Collected data:
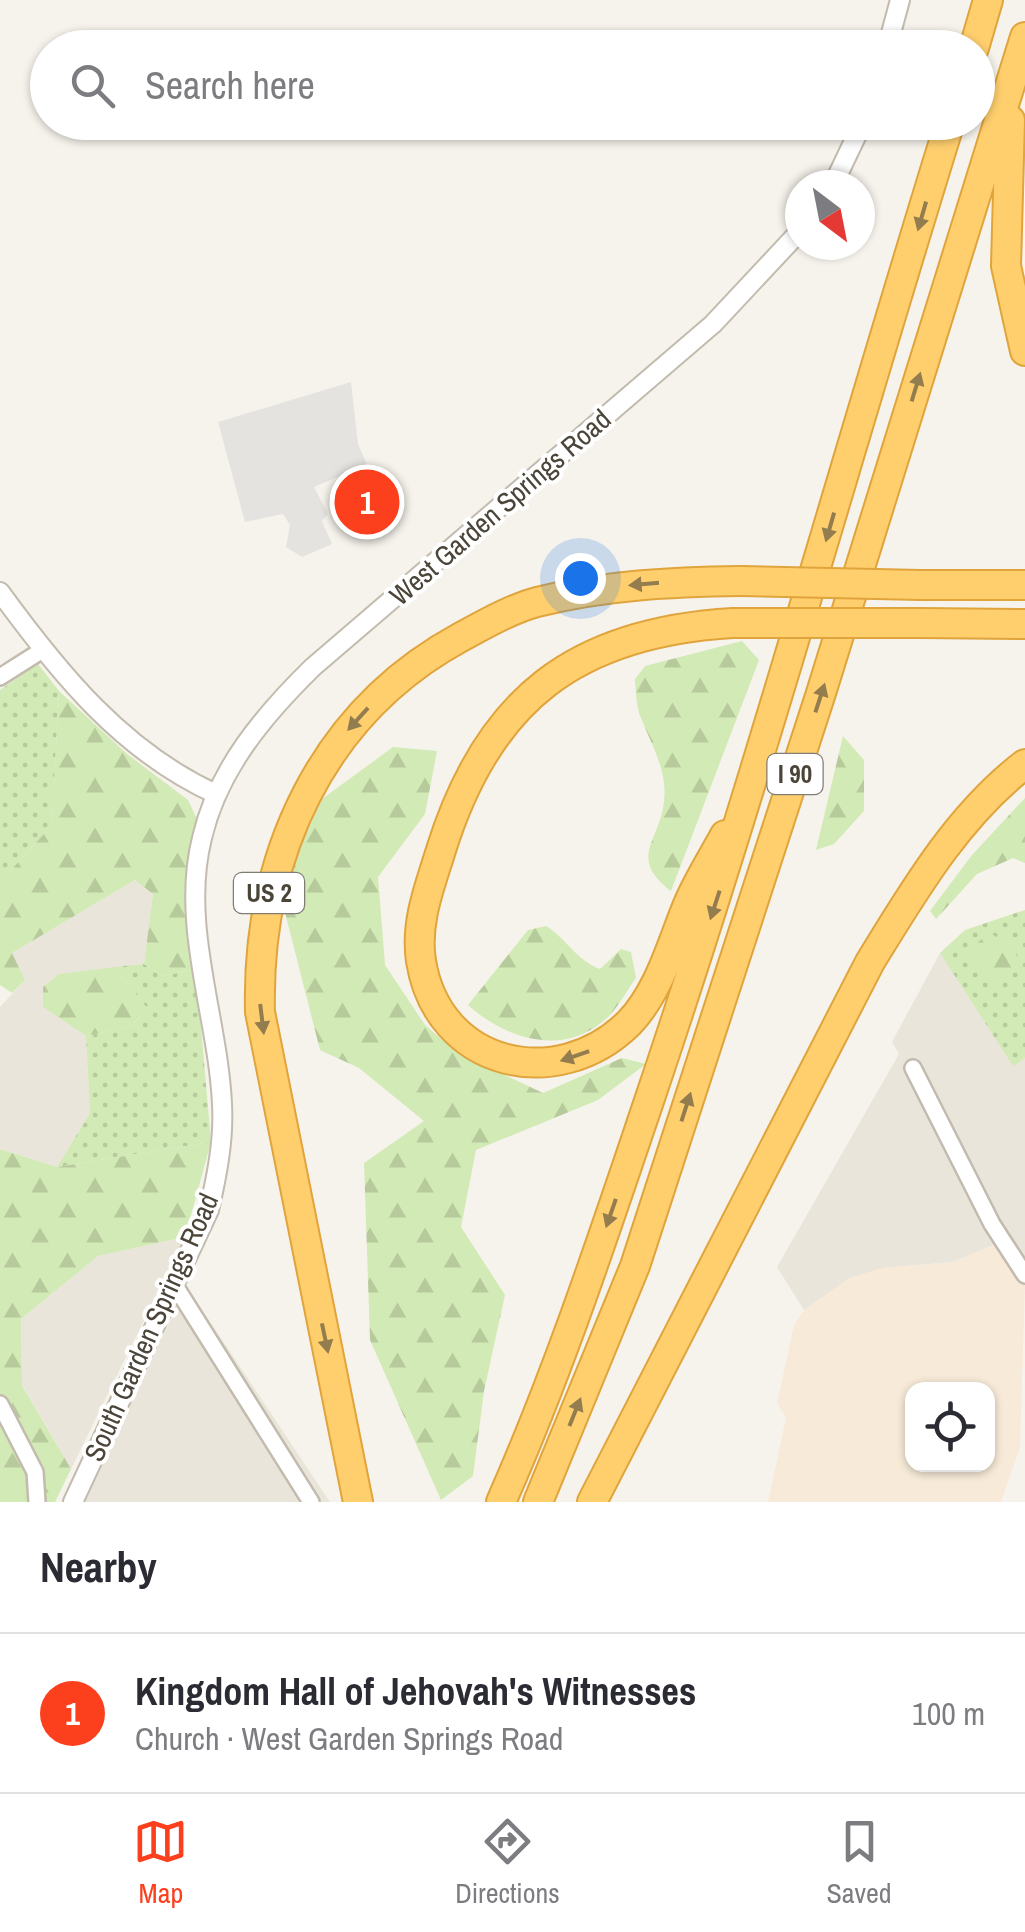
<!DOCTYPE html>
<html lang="en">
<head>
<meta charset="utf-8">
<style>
  body { margin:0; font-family:"Archivo Narrow",sans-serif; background:#f2f2f3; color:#2b2b33 }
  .controls { position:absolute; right:30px; bottom:30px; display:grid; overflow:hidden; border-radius:20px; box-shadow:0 2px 8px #0004 }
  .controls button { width:90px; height:90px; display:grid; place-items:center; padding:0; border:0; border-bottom:2px solid #e1e1e2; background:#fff; color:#2b2b33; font:50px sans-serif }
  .compass { position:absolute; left:785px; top:170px; width:90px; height:90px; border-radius:50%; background:#fff; box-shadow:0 2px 8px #0004; rotate:148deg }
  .you { position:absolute; left:580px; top:578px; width:35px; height:35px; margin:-25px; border:8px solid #fff; border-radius:50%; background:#1a73e8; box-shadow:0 0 0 15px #1a73e833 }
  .badge { display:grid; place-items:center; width:65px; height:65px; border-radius:50%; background:#fc3f1d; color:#fff; font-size:32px; font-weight:700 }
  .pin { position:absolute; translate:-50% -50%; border:5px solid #fff; box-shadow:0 2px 10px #0006 }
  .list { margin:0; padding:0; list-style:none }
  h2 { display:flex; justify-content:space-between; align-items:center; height:130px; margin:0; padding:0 40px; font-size:42px }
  h2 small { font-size:32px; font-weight:400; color:#7c7c81 }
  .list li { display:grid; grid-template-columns:65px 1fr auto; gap:30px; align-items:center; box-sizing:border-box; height:160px; padding:0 40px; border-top:2px solid #e1e1e2 }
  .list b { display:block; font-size:38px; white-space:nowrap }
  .list p { margin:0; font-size:32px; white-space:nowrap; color:#7c7c81 }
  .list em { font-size:32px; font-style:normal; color:#7c7c81 }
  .icon { flex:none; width:55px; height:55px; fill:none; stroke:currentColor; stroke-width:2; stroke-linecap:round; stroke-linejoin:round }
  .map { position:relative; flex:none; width:1025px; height:1502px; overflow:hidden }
  .search { position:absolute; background:#fff; box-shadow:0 2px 8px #0004; left:30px; right:30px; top:30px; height:110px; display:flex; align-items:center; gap:25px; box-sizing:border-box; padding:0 35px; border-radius:55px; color:#7c7c81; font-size:38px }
  .sheet { height:290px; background:#fff }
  nav { display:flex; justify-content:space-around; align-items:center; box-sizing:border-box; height:140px; border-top:2px solid #e1e1e2; background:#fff; font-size:28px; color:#7c7c81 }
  nav a { display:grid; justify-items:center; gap:5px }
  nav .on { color:#fc3f1d }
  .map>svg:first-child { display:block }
  .residential { fill:#eae5da }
  .commercial { fill:#f7ead8; fill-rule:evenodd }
  .grass { fill:url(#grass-dots) }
  .forest { fill:url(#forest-firs) }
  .parking { fill:#e5e3e0 }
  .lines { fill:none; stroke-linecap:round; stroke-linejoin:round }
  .minor-casing { stroke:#c2bbae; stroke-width:20 }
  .tertiary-casing { stroke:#c2bbae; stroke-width:22 }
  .motorway-casing { stroke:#e0a43c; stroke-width:32 }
  .minor { stroke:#fff; stroke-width:15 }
  .tertiary { stroke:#fff; stroke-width:18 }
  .motorway { stroke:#ffcf6e; stroke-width:28 }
  .motorway-bridge-casing { stroke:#e0a43c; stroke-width:32; stroke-linecap:butt }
  .motorway-bridge { stroke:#ffcf6e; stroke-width:28 }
  .oneway { fill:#937c4e }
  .labels { text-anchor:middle; stroke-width:8; stroke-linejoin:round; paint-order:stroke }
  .shield { fill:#fff; stroke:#817c74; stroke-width:2.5 }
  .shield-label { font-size:25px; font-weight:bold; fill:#4b4439 }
  .street-label { font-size:28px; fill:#4b4439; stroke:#fff }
</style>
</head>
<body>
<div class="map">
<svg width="1025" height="1502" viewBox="0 0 1025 1502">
  <defs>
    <pattern id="grass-dots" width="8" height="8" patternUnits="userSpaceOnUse" patternTransform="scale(2.5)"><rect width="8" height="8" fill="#d2eab5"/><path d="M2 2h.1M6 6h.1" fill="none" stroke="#b6ca9c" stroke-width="1.8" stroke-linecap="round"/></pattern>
    <pattern id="forest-firs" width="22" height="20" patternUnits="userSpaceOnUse" patternTransform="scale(2.5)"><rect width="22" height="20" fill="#d2eab5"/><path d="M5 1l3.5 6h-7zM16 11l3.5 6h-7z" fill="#b6ca9c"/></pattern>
  </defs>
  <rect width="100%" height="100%" fill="#f6f3ec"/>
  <!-- residential -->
  <path class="residential" d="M135 880 153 894 144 964 59 974 43 1007 86 1036 90 1113 57 1167 0 1149V1007L25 980 12 953Z
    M940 953 1013 1065 1025 1058V1283L994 1245 953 1262 883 1268 850 1278 804 1310 777 1267 899 1054 892 1042Z
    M185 1237 71 1469 22 1384 21 1319 98 1256Z
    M187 1287 330 1502H82Z"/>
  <!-- commercial -->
  <path class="commercial" d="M994 1245 1025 1283 1020 1447 1001 1502H768L786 1418 777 1403 794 1325 804 1310 850 1278 883 1268 953 1262ZM912 1390H988V1464H912Z"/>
  <!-- grass -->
  <path class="grass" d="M38 664 59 691 52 825 0 882V690Z
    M1025 910V1058L1013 1066 940 953 965 930Z
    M144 964 163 976 196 969 211 1142 57 1167 90 1113 86 1036 132 1026 147 1008 114 967Z"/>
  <!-- forest -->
  <path class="forest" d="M742 641 759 660 671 891C627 857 660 842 664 801 668 771 651 744 641 718 636 707 636 692 635 679L645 666Z
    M59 691 127 754 188 800 198 821 196 969 163 976 144 964 153 894 135 880 12 953 25 980 12 993 0 985V882L52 825Z
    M843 736 864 760V811L834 844 816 850Z
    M393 747 437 751 425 814 378 877 385 965 425 1025 458 1053 543 1093 622 1058 646 1064 598 1100 476 1150 461 1227 505 1295 484 1391 473 1476 441 1500 370 1340 364 1163 424 1121 359 1068 320 1050 280 893 322 799Z
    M1025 798V863L1013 858 977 874 936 919 930 911 972 855Z
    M546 926C567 939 576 960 600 969L621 949 631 952 636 978C627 990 619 1006 608 1017 565 1058 507 1040 468 1005L528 930Z
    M990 933 1016 949 1017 963 993 986 971 966 974 945Z
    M114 967 147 1008 132 1026 86 1036 43 1007V987L59 974Z
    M211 1142 185 1237 98 1256 21 1319 22 1385 71 1469 55 1502H0V1149L57 1167Z"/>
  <!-- parking -->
  <path class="parking" d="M351 382 358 444 373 479 360 484 354 470 314 487 328 514 322 521 332 544 302 557 286 547 290 525 283 514 245 522 218 422Z"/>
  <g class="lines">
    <defs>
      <path id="minor" d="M0 677 44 649
        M913 1068 992 1224 1025 1275
        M174 1284 311 1502
        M0 1404 35 1472 37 1502"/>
      <path id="tertiary" d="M887 48 900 0
        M833 185 863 122
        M0 592C59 673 123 752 216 794
        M73 1502 209 1210C217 1175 224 1140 222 1104 218 1017 180 925 202 838 218 769 264 715 313 667L713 324 800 231"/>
      <path id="motorway" d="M974 48 988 0
        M1010 120 1006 266 1025 351
        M921 585H1025
        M920 623 1025 624
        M725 835C713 857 699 879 689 902 672 942 660 991 629 1023 557 1094 438 1067 421 961 415 922 430 886 441 850 488 699 576 632 733 623
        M358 1502 260 1012C256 857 321 713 461 637 485 624 511 609 537 602 605 585 672 582 741 581
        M501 1502C559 1371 604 1234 650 1098 759 775 849 447 950 122
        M538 1502 635 1266 821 693 1025 37
        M592 1502 870 962C913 892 958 815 1025 764"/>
    </defs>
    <!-- minor casing -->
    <use href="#minor" class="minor-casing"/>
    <!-- tertiary casing -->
    <use href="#tertiary" class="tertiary-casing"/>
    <!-- motorway casing -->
    <use href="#motorway" class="motorway-casing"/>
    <!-- minor -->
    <use href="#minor" class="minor"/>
    <!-- tertiary -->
    <use href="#tertiary" class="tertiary"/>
    <!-- motorway -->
    <use href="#motorway" class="motorway"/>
    <defs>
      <path id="motorway-bridge" d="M741 581 921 585
        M733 623H920"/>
    </defs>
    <!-- motorway-bridge casing -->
    <use href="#motorway-bridge" class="motorway-bridge-casing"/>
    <!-- motorway-bridge -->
    <use href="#motorway-bridge" class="motorway-bridge"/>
  </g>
  <!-- one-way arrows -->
  <defs><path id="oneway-solid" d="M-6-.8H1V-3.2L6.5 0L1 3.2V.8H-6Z" transform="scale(2.5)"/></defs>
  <g class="oneway">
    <use href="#oneway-solid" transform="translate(922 216) rotate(106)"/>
    <use href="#oneway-solid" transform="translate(916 387) rotate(-73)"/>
    <use href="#oneway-solid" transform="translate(830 527) rotate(106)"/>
    <use href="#oneway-solid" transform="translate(644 584) rotate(175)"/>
    <use href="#oneway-solid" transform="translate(820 698) rotate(-72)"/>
    <use href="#oneway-solid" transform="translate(358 719) rotate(132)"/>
    <use href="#oneway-solid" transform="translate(715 905) rotate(108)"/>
    <use href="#oneway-solid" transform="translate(262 1019) rotate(83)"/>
    <use href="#oneway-solid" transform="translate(575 1056) rotate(161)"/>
    <use href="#oneway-solid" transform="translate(686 1107) rotate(-72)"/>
    <use href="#oneway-solid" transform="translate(611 1213) rotate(109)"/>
    <use href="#oneway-solid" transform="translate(325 1338) rotate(78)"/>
    <use href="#oneway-solid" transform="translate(575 1412) rotate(-68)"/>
  </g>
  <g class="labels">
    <!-- shield labels -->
    <g class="shield">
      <rect x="767.5" y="754" width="55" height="40" rx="8"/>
      <rect x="234" y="873" width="70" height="40" rx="8"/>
    </g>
    <g class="shield-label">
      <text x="795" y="783">I 90</text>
      <text x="269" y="902">US 2</text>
    </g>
    <!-- street labels -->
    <g class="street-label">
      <text transform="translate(500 507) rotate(-41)" y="10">West Garden Springs Road</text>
      <text transform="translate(151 1327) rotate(-66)" y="10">South Garden Springs Road</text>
    </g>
  </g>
</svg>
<div class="controls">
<button><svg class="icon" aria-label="locate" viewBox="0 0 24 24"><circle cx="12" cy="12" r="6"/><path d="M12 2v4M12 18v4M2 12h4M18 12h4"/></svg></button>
</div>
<svg class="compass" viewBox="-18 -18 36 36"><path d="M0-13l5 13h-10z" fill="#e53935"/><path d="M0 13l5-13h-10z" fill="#7c7c81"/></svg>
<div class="you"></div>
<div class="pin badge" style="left:367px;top:502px">1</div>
<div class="search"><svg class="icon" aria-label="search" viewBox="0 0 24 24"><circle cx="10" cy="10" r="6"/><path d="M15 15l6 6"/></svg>Search here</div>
</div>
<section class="sheet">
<h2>Nearby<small></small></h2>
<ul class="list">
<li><span class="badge">1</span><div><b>Kingdom Hall of Jehovah's Witnesses</b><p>Church · West Garden Springs Road</p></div><em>100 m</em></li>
</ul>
</section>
<nav>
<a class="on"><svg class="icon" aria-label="map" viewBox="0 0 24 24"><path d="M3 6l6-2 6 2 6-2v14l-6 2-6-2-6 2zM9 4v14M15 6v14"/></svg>Map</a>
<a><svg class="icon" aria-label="directions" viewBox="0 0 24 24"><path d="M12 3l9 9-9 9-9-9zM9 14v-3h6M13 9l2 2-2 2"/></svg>Directions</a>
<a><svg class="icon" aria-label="saved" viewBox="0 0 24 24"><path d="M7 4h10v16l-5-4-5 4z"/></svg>Saved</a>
</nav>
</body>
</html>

### About this exercise
Write out exactly the opening lines of the data, stopping after the line that holds "display:grid; place-items:center; width:65px;". Exclude pictures.

### Result for this exercise
<!DOCTYPE html>
<html lang="en">
<head>
<meta charset="utf-8">
<style>
  body { margin:0; font-family:"Archivo Narrow",sans-serif; background:#f2f2f3; color:#2b2b33 }
  .controls { position:absolute; right:30px; bottom:30px; display:grid; overflow:hidden; border-radius:20px; box-shadow:0 2px 8px #0004 }
  .controls button { width:90px; height:90px; display:grid; place-items:center; padding:0; border:0; border-bottom:2px solid #e1e1e2; background:#fff; color:#2b2b33; font:50px sans-serif }
  .compass { position:absolute; left:785px; top:170px; width:90px; height:90px; border-radius:50%; background:#fff; box-shadow:0 2px 8px #0004; rotate:148deg }
  .you { position:absolute; left:580px; top:578px; width:35px; height:35px; margin:-25px; border:8px solid #fff; border-radius:50%; background:#1a73e8; box-shadow:0 0 0 15px #1a73e833 }
  .badge { display:grid; place-items:center; width:65px; height:65px; border-radius:50%; background:#fc3f1d; color:#fff; font-size:32px; font-weight:700 }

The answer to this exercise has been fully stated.